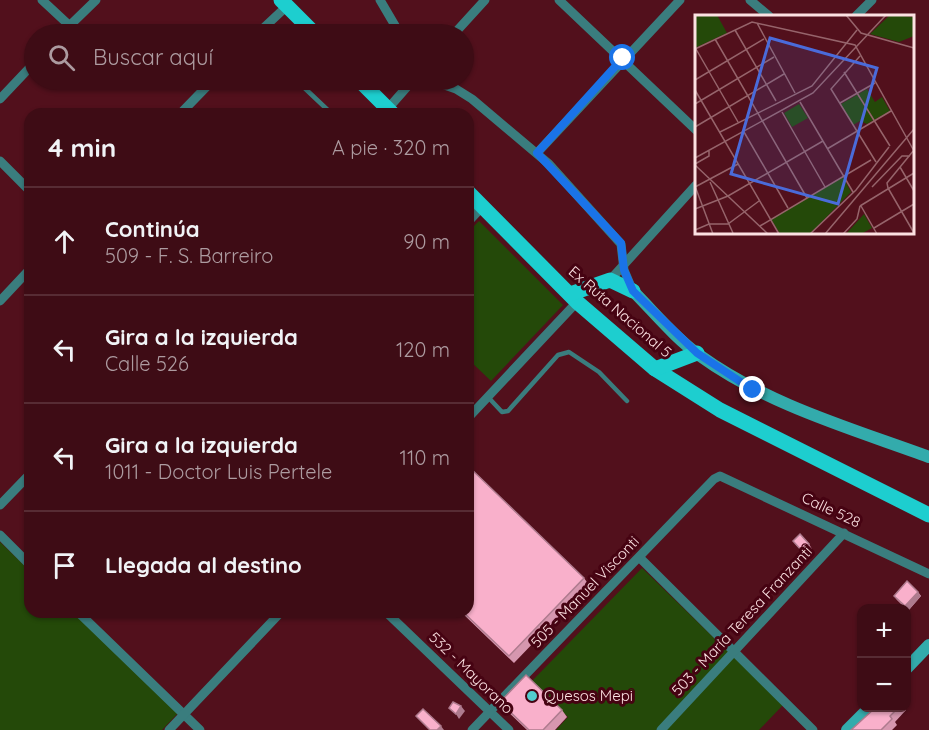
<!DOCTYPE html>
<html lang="es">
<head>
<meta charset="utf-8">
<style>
  :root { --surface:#3e0c15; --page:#45151e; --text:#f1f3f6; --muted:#ad9ba0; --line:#572c34 }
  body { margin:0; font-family:Quicksand,sans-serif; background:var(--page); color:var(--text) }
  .controls { position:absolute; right:18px; bottom:18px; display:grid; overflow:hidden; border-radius:12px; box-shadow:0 2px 4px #0004 }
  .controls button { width:54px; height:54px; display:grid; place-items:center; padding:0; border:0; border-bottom:2px solid var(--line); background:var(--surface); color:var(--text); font:30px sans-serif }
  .stop { position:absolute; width:18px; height:18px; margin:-14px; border:4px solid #1a73e8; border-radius:50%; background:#fff }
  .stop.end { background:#1a73e8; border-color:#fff; box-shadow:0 2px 6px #0008 }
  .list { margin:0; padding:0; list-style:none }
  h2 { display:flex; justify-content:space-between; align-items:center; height:78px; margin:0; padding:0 24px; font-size:26px }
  h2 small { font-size:20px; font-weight:400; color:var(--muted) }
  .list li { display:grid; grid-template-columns:39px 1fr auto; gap:18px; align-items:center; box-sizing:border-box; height:108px; padding:0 24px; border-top:2px solid var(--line) }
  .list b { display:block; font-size:22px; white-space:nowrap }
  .list p { margin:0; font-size:20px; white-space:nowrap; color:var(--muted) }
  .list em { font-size:20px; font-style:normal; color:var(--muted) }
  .icon { flex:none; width:33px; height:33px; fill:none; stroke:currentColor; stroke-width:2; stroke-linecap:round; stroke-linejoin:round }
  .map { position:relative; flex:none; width:929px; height:730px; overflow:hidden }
  .search { position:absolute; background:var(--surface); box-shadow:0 2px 4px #0004; left:24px; top:24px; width:450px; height:66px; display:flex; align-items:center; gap:15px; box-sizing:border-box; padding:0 21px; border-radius:33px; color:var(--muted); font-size:22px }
  .panel { position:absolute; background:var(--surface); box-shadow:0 2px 4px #0004; left:24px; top:108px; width:450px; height:510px; border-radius:18px }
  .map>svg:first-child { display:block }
</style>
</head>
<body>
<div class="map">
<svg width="929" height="730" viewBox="0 0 929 730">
  <rect width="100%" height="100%" fill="#52101c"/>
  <g fill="#244909">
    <path d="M 479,221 L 563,305 L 491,381 L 468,359 L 468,232 Z"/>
    <path d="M 0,542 L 30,571 L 30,612 L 73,612 L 178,713 L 162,730 L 0,730 Z"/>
    <path d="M 642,568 L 783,705 L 759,730 L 556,730 L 568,717 L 531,682 Z"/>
  </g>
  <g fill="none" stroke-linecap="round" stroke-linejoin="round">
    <g stroke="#3a7d7e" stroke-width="4.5">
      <path d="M 296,80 L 332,114"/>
      <path d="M 488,397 L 502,412 L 508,411 L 558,355 L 569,352 L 599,372 L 627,401"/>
    </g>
    <g stroke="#3a7d7e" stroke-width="9">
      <path d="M 42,0 L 70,26"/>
      <path d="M 380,0 L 400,34"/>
      <path d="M 559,0 L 696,130"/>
      <path d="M 750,0 L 769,16"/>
      <path d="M 856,16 L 872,0"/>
      <path d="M 61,34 L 96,0"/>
      <path d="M 257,34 L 287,6"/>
      <path d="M 454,34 L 485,0"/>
      <path d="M 430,80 L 456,89 L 472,99 L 549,164 L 621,244 L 624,270 L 632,289"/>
      <path d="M 0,99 L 34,63"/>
      <path d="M 385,112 L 413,80"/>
      <path d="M 180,114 L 213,80"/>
      <path d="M 537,153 L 680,0"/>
      <path d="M 0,161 L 30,191"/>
      <path d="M 468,222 L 482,207"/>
      <path d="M 610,280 L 696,185"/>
      <path d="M 0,301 L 30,269"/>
      <path d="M 468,418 L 577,302"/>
      <path d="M 0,505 L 30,474"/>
      <path d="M 0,535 L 30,565"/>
      <path d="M 640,558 L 813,730"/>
      <path d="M 78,612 L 200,730"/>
      <path d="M 386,612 L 509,730"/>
      <path d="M 169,730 L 281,612"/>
      <path d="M 472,730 L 714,479 L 720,476 L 929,574"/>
      <path d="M 661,730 L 844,533"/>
    </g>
    <g stroke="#33abac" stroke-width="12">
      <path d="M 633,291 C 654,312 675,338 699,355 C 768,405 850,428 929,457"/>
      <path d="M 906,669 L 929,645"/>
      <path d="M 847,730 L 869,708"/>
    </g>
    <g stroke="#1dcecf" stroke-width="15">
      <path d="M 281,0 L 315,34"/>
      <path d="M 359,80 L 393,114"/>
      <path d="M 468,192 L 577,302 L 655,369 L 720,410 L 929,515"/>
      <path d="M 570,294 L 610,280 L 633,291"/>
      <path d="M 655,369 L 697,353"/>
    </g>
  </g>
  <g fill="#d697af">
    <path d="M 793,541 L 809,544 L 812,549 L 805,555 Z"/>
    <path d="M 584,578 L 589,585 L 514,663 L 461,612 L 468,612 Z"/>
    <path d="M 918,592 L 921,596 L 908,611 L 897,600 L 894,596 Z"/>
    <path d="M 500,702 L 562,710 L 567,717 L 555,730 L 527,730 L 505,709 Z"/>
    <path d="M 875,708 L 904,708 L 906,710 L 895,722 L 897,725 L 892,730 L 851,730 Z"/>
  </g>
  <g fill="#ae7b8e">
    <path d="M 918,592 L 921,596 L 908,611 L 905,606 Z"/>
    <path d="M 461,706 L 465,711 L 459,719 L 456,714 Z"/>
    <path d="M 441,726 L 444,730 L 437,730 Z"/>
  </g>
  <g fill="#f9b0cb" stroke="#ae7b8e" stroke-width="1.5">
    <path d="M 468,466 L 584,578 L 509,656 L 463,612 L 468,612 Z"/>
    <path d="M 800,534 L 809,544 L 802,551 L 793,541 Z"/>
    <path d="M 907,581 L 918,592 L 905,606 L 894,596 Z"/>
    <path d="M 526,675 L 562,710 L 543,730 L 529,730 L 500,702 Z"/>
    <path d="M 453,702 L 461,706 L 456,714 L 449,708 Z"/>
    <path d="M 875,708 L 898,708 L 890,716 L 892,719 L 881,730 L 851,730 Z"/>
    <path d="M 423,709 L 441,726 L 437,730 L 430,730 L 416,716 Z"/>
  </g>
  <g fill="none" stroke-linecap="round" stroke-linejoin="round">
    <path stroke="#1a73e8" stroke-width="8" d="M 623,58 L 537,153 L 621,243 L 624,270 L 633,291 L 697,353 L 753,390"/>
  </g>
  <circle fill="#52cdcd" stroke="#460312" stroke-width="2" cx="532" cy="696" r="6"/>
  <g text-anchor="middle" stroke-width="6" stroke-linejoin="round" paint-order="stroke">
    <g font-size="15" fill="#fce1e2" stroke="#460312">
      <text transform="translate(620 312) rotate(41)" y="5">Ex Ruta Nacional 5</text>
      <text transform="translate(831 510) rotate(25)" y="5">Calle 528</text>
      <text transform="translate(585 592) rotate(-46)" y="5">505 - Manuel Visconti</text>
      <text transform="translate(742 621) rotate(-47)" y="5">503 - María Teresa Franzanti</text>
      <text transform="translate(471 673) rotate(44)" y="5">532 - Mayorano</text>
    </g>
    <g font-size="15" fill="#fce1e2" stroke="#460312" text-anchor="start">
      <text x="544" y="701">Quesos Mepi</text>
    </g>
  </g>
  <g transform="translate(695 15)">
    <rect width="219" height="219" fill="#52101c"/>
    <path d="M 172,74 L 180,87 L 187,82 L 195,96 L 172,109 L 165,106 L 158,110 L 146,89 ZM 104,89 L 113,103 L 97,112 L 89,98 ZM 148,162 L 156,177 L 115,219 L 85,219 L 76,204 ZM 169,199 L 177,213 L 166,219 L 151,219 Z" fill="#244909"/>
    <path d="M 0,0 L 22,0 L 32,18 L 0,33 Z" fill="#244909"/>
    <path d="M 195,0 L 219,2 L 219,21 L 204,27 L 175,19 Z" fill="#244909"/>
    <path fill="none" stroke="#96646b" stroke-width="1.5" d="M 151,0 L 166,18 L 219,33M 62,8 L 100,78M 40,15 L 81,86M 20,24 L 112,183M 0,34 L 57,7 L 160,30 L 219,136M 1,34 L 43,107M 165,41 L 136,74 L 181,147M 149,57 L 195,131M 0,65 L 69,24M 0,75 L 84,219M 105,87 L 158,177M 145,88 L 180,68M 0,89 L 79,42M 87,97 L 130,172M 0,112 L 89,59M 25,117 L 117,71 L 162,15M 49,117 L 93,193M 132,134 L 196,96M 0,143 L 118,78 L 191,0M 0,149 L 14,141 L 14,136M 0,150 L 73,219M 205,152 L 219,176M 15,167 L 38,218M 0,171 L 18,219M 0,172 L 43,149M 177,172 L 207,141 L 215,141M 193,173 L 219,218M 193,173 L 192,168 L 219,135M 165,191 L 219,158M 166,191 L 182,219M 0,194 L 33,181 L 128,126M 65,211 L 176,145M 179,213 L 219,189M 0,215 L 14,209 L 33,209 L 64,186M 115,219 L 161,175 L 194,132M 130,219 L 219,114M 148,219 L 162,204 L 165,191"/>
    <path fill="#4a6bda" fill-opacity="0.15" stroke="#4a6bda" stroke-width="3" d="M 75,23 L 182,53 L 143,189 L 36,159 Z"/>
    <rect width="219" height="219" fill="none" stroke="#fce1e2" stroke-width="3"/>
  </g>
</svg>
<div class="controls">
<button>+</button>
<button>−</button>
</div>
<div class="stop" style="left:623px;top:58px"></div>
<div class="stop end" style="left:753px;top:390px"></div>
<div class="search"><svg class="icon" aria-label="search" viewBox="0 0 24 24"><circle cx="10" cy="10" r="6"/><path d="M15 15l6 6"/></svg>Buscar aquí</div>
<section class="panel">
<h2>4 min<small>A pie · 320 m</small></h2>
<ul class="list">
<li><svg class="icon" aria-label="ahead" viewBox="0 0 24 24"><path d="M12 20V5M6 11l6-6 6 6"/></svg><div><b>Continúa</b><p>509 - F. S. Barreiro</p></div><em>90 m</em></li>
<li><svg class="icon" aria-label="left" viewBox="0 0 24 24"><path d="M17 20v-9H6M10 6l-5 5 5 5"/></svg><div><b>Gira a la izquierda</b><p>Calle 526</p></div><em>120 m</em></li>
<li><svg class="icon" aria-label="left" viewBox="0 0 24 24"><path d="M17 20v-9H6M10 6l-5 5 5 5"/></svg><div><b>Gira a la izquierda</b><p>1011 - Doctor Luis Pertele</p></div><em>110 m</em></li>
<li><svg class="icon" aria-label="arrive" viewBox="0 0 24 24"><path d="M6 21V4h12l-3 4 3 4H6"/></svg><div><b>Llegada al destino</b></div></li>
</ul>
</section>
</div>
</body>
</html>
# # # # #
What belongs in the answer is each line of the data that has the word "body".

Solution to this exercise:
  body { margin:0; font-family:Quicksand,sans-serif; background:var(--page); color:var(--text) }
<body>
</body>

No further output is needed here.